### Problem details
Exactly as written, restate the material below from its first line through the line containing "inset:0; background:#669bbc; transform-origin:0", and stop there.

### Dataset records
──────────────────────────────

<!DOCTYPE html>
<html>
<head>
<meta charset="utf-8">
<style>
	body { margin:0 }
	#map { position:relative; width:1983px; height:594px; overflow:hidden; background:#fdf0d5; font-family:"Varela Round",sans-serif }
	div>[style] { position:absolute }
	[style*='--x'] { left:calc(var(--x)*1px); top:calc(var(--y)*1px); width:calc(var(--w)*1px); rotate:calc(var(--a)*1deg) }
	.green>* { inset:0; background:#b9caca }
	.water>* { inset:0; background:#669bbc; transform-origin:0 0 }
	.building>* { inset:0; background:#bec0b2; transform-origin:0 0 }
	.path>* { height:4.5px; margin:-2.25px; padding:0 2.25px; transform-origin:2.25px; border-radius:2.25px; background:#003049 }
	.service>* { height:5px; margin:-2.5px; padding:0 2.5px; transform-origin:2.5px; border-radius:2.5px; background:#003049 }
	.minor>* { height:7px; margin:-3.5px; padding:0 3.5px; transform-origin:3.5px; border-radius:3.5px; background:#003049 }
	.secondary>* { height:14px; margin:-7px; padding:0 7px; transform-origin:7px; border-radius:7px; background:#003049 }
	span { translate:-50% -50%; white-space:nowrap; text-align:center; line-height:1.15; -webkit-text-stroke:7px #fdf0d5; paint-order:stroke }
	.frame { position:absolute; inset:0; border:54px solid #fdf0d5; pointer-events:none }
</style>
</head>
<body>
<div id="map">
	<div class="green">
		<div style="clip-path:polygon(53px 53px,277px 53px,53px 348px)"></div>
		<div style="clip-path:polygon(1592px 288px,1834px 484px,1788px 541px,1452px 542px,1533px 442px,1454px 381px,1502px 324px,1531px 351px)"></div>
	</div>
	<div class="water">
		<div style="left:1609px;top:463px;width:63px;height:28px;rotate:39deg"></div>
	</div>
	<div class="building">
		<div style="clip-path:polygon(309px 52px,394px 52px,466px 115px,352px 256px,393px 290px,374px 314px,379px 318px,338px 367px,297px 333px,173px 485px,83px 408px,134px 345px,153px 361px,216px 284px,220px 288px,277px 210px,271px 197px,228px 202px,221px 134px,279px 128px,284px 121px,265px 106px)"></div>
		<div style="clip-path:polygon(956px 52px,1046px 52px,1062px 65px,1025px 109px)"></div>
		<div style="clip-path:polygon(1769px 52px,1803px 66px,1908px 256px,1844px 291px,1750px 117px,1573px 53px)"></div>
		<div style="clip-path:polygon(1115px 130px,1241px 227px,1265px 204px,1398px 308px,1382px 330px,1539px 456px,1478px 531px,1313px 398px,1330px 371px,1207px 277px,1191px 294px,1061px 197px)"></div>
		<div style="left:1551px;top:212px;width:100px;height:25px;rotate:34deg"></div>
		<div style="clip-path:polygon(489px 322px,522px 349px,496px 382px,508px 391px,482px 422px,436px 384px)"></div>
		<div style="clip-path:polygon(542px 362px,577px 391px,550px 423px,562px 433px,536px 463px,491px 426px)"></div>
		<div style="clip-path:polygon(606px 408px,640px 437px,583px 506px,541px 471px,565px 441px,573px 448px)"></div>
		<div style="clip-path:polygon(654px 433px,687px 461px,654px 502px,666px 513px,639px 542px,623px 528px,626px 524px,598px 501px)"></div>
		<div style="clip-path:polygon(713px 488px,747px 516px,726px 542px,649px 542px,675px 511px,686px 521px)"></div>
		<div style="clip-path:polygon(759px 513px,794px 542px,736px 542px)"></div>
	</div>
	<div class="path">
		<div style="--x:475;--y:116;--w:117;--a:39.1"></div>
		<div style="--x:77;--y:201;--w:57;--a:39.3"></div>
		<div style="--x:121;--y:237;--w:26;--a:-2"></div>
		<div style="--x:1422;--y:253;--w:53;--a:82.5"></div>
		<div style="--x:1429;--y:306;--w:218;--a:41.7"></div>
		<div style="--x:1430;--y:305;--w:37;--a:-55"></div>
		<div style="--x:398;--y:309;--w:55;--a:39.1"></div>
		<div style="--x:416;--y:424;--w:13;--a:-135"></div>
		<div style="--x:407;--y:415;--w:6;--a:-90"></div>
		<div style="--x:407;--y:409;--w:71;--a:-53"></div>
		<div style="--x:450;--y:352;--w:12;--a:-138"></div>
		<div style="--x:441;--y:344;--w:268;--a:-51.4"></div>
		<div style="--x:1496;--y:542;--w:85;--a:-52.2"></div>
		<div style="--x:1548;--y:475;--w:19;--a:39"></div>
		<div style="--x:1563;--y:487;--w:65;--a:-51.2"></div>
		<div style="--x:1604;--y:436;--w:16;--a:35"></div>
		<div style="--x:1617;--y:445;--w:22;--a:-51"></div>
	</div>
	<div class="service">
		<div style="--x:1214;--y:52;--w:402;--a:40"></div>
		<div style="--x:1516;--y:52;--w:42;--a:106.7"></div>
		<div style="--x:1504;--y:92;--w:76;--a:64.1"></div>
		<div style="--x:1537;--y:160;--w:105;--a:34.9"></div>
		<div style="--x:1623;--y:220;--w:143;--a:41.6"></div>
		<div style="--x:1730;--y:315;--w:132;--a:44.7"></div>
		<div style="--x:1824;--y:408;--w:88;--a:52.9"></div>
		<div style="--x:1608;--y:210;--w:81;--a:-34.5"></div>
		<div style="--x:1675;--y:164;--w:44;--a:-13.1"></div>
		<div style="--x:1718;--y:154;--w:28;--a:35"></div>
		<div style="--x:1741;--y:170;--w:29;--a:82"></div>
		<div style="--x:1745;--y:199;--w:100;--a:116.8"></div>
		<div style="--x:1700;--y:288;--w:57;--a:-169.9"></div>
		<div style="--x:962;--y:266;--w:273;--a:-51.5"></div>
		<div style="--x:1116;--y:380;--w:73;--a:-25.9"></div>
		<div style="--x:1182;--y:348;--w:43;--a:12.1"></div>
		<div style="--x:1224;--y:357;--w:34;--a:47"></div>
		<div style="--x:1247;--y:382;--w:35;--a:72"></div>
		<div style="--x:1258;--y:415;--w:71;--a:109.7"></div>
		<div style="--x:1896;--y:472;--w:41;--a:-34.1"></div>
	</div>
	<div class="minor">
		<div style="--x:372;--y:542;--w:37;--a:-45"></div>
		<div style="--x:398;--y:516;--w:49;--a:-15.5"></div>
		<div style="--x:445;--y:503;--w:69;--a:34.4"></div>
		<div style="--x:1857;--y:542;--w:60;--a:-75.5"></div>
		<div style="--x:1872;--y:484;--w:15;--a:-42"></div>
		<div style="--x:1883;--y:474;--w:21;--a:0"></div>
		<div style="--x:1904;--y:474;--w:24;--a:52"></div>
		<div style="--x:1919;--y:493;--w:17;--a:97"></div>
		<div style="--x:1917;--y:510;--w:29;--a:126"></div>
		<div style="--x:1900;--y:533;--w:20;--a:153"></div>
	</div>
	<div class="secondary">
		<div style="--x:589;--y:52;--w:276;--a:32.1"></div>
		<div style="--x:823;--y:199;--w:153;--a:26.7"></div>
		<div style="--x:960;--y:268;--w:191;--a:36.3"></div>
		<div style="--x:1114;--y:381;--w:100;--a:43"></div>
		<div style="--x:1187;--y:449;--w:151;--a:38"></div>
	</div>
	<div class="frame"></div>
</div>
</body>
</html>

──────────────────────────────

### Result for this task
<!DOCTYPE html>
<html>
<head>
<meta charset="utf-8">
<style>
	body { margin:0 }
	#map { position:relative; width:1983px; height:594px; overflow:hidden; background:#fdf0d5; font-family:"Varela Round",sans-serif }
	div>[style] { position:absolute }
	[style*='--x'] { left:calc(var(--x)*1px); top:calc(var(--y)*1px); width:calc(var(--w)*1px); rotate:calc(var(--a)*1deg) }
	.green>* { inset:0; background:#b9caca }
	.water>* { inset:0; background:#669bbc; transform-origin:0 0 }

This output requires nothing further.